Associate Justice of the District Court of the United States for the District of Columbia
- In office October 28, 1931 – October 31, 1946
- Appointed by: Herbert Hoover
- Preceded by: Frederick Lincoln Siddons
- Succeeded by: Edward Matthew Curran

Personal details
- Born: Daniel William O'Donoghue October 15, 1876 Washington, D.C.
- Died: June 29, 1948 (aged 71)
- Education: Georgetown University (A.B., A.M., Ph.D.) Georgetown Law (LL.B., LL.M.)

= Daniel William O'Donoghue =

American judge

Daniel William O'Donoghue (October 15, 1876 – June 29, 1948) was an associate justice of the District Court of the United States for the District of Columbia.

==Education and career==

Born on October 15, 1876, in Washington, D.C., O'Donoghue received an Artium Baccalaureus degree in 1897, an Artium Magister degree in 1898 and a Doctor of Philosophy in 1899 from Georgetown University and received a Bachelor of Laws in 1899 and a Master of Laws in 1900 from Georgetown Law. He was in private practice in Washington, D.C. from 1900 to 1931. He was a faculty member at Georgetown Law from 1904 to 1934.

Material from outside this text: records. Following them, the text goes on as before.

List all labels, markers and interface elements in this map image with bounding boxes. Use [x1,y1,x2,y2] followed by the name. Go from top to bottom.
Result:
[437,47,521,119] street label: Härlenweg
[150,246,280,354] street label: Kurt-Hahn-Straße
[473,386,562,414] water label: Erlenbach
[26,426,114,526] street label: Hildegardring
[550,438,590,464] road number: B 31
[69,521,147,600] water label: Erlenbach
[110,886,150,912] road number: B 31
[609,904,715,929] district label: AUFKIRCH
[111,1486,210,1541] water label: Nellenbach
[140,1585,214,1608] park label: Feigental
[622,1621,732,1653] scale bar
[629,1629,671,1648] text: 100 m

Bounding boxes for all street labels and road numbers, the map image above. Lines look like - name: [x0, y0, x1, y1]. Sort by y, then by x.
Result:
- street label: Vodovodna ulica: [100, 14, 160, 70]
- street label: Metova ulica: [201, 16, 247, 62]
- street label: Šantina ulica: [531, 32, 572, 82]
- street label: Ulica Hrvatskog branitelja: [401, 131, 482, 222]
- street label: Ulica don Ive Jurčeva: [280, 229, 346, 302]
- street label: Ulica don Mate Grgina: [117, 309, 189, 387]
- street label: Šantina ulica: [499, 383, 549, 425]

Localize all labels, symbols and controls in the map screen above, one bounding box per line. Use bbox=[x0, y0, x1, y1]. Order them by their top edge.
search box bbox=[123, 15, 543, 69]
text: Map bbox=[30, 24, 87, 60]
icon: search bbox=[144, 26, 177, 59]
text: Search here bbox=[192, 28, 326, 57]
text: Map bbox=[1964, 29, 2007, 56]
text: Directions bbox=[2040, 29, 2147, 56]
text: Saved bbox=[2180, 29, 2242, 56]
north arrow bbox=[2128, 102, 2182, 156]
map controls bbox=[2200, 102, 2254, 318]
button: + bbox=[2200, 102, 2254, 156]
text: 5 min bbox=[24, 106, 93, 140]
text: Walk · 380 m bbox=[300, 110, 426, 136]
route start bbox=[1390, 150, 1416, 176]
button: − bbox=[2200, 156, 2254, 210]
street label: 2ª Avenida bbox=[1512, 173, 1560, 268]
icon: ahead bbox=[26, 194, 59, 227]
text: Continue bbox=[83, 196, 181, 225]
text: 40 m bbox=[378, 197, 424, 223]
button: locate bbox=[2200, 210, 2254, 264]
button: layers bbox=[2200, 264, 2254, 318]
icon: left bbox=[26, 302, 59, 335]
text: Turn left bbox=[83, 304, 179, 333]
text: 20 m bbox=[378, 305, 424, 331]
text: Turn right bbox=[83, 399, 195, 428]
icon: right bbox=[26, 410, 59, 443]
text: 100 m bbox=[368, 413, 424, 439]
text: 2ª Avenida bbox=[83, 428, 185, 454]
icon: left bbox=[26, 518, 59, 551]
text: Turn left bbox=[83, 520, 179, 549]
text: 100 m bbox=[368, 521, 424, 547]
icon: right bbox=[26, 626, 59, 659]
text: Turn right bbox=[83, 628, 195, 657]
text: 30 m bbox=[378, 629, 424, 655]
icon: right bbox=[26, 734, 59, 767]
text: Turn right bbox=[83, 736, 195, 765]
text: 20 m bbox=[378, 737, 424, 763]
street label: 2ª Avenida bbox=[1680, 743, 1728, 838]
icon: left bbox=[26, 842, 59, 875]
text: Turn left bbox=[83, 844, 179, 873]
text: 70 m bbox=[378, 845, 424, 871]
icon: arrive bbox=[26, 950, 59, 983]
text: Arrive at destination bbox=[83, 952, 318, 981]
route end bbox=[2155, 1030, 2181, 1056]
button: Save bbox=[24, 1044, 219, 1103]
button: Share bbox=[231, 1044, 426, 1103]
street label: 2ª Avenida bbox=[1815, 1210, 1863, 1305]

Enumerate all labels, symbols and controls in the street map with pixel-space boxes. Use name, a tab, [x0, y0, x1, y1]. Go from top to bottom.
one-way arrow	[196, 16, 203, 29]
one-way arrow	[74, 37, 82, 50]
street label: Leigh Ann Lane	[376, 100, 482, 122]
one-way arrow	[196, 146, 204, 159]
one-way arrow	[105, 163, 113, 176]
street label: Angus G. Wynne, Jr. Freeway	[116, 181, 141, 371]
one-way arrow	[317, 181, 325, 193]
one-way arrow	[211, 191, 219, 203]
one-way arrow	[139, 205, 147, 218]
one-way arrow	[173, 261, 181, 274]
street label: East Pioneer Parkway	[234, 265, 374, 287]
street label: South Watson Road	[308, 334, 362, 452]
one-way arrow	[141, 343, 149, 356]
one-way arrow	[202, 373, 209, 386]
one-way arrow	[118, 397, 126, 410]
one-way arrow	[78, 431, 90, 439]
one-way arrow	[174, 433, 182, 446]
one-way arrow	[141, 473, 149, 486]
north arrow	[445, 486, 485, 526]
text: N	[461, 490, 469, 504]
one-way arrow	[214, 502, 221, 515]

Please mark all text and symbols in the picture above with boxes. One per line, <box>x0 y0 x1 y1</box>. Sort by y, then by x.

==Federal judicial service==

O'Donoghue received a recess appointment from President Herbert Hoover on October 28, 1931, to an A
associate justice seat on the Supreme Court of the District of Columbia (Associate Justice of the District Court of the United States for the District of Columbia from June 25, 1936, Judge of the United States District Court for the District of Columbia from June 25, 1948) vacated by Associate Justice Frederick Lincoln Siddons. He was nominated to the same position by President Hoover on December 15, 1931. He was confirmed by the United States Senate on January 26, 1932, and received his commission on February 23, 1932. Later that year, Congress passed an appropriations bill that reduced his wages because, as a judge on a D.C. circuit, the prevailing view was that he presided over a legislative court with no Article III protections for its judges. Believing himself to be an Article III judge with the protection of the Compensation Clause, he sued in the United States Court of Claims for the difference in wages. The case reached the United States Supreme Court in O'Donoghue v. United States, and that court decided in his favor by holding that D.C.'s courts were both constitutional courts under Article III and legislative courts.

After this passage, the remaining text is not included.